Nationwide housing starts were virtually unchanged in February, down just 0.2 percent to a seasonally adjusted annual rate of 907,000 units, according to data from the U.S. Department of Housing and Urban Development and U.S. Census Bureau. New building permits rose 7.7 percent to a seasonally adjusted annual rate of 1.02 million units.
“Continuing the January trend and in line with our recent surveys, builders are in a holding pattern,"said Kevin Kelly, chairman of the National Association of Home Builders (NAHB) and a home builder and developer from Wilmington, Del. "Poor weather is keeping many from getting into the field and they continue to face challenges related to a shortage of lots and labor.”
“While housing construction is in a recent lull due to unusual weather conditions, we expect to see an improvement as the winter weather pattern subsides and builders prepare for the spring selling season,” said NAHB Chief Economist David Crowe. “Competitive mortgage rates, affordable home prices and an improving economy all point to a continuing, gradual strengthening of housing activity through the rest of the year. Moreover, building permits, which are less dependent on weather and are a harbinger of future building activity, rose above 1 million units in February.”
Single-family housing construction rose 0.3 percent in February to a seasonally adjusted annual rate of 583,000 units while multifamily starts edged 2.5 percent lower to a 312,000-unit pace.
Regionally, combined housing starts activity was mixed in the month, posting gains of 34.5 percent in the Midwest and 7.3 percent in the South and declines of 37.5 percent in the Northeast and 5.5 percent in the West.

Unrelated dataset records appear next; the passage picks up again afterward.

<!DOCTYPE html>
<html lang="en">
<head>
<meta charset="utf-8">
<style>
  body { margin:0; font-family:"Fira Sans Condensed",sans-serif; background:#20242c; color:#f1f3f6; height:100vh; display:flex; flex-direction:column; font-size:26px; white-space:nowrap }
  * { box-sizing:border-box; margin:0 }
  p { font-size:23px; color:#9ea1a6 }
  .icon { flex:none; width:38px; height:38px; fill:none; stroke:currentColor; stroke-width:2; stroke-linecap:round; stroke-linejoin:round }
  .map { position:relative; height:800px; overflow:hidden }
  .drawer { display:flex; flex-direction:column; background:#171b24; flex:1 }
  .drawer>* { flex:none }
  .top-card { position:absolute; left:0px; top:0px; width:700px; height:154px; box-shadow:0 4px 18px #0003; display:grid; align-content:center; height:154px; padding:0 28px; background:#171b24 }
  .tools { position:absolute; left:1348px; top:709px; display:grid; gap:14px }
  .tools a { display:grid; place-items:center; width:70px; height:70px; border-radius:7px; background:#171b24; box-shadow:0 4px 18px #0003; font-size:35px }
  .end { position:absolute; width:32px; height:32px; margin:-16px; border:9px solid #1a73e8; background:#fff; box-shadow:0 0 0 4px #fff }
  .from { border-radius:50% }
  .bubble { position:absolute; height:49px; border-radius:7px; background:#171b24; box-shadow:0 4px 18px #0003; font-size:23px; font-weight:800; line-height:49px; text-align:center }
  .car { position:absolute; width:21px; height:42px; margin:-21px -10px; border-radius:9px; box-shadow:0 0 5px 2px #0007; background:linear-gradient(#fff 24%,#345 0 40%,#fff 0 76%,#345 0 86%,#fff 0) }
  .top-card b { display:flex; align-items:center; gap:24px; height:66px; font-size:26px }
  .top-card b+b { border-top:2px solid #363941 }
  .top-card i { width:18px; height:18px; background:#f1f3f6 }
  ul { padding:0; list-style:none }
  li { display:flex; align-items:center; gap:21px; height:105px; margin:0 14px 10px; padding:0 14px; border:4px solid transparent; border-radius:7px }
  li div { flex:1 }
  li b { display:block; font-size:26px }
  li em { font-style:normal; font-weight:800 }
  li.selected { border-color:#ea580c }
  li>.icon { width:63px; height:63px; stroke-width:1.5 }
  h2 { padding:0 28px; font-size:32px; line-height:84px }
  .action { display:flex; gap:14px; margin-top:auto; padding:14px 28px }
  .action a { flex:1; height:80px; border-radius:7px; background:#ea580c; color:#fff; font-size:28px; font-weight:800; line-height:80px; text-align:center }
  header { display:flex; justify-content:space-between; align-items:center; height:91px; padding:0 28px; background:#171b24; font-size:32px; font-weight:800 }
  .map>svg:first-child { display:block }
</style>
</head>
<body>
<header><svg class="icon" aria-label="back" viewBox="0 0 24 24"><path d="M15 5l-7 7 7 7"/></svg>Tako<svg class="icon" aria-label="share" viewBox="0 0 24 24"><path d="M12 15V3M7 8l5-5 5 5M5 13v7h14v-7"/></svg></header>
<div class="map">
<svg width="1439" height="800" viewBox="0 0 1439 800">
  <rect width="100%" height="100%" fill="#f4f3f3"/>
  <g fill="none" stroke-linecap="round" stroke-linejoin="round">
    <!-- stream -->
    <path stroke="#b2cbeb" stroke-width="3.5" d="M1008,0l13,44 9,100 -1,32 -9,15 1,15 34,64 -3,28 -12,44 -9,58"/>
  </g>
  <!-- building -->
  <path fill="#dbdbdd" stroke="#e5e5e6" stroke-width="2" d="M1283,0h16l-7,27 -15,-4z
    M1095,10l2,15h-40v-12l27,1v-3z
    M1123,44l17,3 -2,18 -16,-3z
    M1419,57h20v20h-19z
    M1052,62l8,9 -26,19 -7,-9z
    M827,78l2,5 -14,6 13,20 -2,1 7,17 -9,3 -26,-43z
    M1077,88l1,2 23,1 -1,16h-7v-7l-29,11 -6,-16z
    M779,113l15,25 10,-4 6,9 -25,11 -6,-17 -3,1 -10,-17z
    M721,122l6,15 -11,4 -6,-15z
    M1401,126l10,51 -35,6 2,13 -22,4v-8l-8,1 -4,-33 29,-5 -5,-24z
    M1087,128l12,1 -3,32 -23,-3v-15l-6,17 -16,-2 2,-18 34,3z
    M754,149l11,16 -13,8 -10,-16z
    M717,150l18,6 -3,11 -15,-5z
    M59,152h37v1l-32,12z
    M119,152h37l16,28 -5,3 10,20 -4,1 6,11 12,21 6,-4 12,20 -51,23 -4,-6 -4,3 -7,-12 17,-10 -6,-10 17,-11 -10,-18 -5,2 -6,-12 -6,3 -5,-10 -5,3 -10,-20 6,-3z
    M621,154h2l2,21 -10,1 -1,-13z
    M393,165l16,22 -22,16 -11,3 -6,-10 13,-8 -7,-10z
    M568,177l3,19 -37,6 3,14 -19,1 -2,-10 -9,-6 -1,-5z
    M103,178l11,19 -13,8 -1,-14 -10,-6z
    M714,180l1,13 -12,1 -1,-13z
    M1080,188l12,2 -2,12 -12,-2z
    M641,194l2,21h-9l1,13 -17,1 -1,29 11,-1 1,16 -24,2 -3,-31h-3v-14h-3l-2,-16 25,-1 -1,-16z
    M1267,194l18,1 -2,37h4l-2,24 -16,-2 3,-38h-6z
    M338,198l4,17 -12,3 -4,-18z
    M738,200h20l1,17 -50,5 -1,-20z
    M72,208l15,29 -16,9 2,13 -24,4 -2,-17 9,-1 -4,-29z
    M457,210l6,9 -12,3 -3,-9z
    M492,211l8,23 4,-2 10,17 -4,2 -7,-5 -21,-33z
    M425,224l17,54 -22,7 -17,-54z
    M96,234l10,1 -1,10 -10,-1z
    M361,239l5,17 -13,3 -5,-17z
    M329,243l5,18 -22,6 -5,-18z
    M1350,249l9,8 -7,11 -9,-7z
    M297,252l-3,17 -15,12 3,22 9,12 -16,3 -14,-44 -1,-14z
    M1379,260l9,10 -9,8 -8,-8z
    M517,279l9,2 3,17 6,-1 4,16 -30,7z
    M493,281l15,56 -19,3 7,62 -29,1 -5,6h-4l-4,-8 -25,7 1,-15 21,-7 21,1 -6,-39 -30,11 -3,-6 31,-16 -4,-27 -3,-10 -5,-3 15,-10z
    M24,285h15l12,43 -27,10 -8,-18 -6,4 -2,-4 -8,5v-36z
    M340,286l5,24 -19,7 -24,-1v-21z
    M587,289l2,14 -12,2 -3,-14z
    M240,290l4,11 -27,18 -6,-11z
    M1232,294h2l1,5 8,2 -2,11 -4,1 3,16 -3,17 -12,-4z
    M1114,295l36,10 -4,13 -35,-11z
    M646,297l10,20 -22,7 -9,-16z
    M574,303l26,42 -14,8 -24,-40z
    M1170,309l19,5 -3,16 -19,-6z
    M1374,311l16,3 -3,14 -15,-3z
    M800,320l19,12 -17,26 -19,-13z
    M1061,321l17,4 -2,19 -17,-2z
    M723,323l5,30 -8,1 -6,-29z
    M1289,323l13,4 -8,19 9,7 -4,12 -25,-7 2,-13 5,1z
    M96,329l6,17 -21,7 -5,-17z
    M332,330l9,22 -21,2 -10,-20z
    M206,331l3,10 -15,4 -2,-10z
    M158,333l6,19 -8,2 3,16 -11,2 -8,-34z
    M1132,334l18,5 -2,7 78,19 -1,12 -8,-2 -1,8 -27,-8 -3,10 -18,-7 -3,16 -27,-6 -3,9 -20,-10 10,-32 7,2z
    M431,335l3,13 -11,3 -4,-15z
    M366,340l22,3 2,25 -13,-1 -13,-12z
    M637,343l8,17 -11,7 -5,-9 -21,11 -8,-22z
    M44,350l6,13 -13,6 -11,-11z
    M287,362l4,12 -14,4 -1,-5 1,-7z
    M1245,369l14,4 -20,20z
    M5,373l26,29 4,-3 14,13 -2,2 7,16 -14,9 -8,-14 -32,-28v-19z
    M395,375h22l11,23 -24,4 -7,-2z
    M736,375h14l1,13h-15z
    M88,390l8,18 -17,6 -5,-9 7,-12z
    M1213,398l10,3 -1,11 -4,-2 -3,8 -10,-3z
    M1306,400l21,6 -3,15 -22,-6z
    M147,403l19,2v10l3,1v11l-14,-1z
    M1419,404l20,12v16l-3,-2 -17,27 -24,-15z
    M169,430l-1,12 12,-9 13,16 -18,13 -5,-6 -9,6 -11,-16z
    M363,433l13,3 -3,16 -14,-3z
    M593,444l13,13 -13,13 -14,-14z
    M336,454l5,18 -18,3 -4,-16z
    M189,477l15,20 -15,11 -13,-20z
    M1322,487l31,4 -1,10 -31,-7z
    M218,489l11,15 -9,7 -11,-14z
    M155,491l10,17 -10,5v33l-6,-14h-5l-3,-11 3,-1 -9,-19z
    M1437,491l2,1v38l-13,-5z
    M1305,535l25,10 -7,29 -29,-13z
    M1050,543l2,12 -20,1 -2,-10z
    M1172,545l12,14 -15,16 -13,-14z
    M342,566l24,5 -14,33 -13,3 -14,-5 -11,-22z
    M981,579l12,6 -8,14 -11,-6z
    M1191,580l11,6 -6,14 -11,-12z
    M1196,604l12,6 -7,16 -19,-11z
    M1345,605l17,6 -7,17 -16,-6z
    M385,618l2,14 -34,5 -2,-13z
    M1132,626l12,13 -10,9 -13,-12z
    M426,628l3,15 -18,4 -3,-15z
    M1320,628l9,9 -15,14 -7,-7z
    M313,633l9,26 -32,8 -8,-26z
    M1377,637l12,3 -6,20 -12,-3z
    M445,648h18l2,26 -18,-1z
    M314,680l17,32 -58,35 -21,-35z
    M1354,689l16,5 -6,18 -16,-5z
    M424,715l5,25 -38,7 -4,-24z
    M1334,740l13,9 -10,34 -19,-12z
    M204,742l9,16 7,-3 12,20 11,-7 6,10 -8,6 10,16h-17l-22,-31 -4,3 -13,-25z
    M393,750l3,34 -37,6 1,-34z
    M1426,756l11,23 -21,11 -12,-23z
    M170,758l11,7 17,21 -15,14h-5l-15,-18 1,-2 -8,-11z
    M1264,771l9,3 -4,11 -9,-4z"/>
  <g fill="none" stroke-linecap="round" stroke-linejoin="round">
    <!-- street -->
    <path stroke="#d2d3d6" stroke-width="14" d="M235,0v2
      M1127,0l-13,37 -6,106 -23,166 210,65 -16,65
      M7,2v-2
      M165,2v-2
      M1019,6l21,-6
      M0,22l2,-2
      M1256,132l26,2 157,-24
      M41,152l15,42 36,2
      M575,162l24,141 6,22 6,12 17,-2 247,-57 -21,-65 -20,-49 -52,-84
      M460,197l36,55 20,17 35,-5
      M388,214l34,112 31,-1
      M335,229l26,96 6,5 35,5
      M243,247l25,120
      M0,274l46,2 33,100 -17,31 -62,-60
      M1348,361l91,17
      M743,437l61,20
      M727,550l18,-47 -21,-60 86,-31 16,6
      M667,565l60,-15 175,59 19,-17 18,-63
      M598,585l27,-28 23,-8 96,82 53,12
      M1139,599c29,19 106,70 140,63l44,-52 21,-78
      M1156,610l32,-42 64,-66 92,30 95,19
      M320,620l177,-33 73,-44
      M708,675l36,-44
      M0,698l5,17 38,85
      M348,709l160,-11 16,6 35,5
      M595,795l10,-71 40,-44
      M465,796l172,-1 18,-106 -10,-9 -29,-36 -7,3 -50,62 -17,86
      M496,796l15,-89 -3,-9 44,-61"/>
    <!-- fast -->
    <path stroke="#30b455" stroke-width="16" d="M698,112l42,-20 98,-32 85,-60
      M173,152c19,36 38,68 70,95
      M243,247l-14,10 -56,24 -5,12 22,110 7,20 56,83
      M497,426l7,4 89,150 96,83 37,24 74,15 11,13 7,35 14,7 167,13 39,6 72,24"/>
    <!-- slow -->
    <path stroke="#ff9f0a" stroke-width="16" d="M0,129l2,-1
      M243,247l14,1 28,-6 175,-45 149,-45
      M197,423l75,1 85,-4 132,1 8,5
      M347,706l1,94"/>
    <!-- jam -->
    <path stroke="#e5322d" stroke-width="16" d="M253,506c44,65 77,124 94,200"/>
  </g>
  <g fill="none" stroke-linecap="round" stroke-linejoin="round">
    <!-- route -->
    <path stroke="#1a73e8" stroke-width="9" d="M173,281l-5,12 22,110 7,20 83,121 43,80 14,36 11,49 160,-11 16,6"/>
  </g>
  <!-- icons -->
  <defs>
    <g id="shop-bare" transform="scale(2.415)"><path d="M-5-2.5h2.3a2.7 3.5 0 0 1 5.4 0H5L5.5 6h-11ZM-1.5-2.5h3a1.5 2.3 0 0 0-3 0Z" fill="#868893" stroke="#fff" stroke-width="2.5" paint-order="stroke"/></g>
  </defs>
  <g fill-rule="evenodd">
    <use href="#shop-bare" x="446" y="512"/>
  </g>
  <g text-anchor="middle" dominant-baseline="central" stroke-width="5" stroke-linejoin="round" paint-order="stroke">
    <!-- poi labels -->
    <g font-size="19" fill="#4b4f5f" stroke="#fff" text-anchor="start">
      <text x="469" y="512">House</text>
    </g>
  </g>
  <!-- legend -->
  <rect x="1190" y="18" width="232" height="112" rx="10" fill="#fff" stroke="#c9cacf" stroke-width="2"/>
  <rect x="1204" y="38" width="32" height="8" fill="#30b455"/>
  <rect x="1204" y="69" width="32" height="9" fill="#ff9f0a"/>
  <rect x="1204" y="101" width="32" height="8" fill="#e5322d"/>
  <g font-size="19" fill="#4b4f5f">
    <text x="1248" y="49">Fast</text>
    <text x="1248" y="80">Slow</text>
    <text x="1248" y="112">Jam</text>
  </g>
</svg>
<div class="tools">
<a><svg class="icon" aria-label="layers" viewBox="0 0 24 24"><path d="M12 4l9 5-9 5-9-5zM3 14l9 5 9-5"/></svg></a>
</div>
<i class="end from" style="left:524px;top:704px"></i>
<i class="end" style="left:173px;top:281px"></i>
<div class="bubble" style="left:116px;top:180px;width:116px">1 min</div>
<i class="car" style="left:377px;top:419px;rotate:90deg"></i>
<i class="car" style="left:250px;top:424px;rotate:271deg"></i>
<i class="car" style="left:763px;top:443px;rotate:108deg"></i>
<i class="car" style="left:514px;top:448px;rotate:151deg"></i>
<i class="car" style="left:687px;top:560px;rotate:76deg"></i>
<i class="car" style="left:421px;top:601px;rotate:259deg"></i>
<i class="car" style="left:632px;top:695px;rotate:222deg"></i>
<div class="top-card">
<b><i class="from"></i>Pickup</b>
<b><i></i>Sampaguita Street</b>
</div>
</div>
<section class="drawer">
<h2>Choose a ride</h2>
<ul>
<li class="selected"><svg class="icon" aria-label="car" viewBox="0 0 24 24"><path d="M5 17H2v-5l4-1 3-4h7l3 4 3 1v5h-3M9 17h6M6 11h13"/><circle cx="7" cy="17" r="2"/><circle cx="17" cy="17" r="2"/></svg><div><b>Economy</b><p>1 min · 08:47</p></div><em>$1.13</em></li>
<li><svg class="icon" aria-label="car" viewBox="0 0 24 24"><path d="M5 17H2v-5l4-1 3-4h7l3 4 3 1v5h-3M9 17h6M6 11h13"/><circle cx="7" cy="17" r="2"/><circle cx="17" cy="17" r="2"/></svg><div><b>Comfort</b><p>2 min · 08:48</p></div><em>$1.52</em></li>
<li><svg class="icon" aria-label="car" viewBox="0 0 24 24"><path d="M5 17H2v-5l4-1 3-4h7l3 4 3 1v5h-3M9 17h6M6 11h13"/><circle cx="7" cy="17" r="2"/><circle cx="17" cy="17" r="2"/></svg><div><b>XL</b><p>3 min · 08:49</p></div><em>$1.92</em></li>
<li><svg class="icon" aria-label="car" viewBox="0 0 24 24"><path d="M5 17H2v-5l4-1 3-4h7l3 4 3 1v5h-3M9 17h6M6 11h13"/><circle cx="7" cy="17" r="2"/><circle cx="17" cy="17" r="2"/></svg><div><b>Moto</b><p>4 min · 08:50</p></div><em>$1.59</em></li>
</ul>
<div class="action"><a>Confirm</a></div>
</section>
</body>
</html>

Issuance of new building permits rose 7.7 percent to a seasonally adjusted annual rate of 1.02 million units in February. Single-family permits edged down 1.8 percent to 588,000 units and multifamily permits rose 27.6 percent to 407,000 units. Regionally, overall permits rose 6.3 percent in the Northeast, 9.9 percent in the South and 17.9 percent in the West but declined 11.8 percent in the Midwest.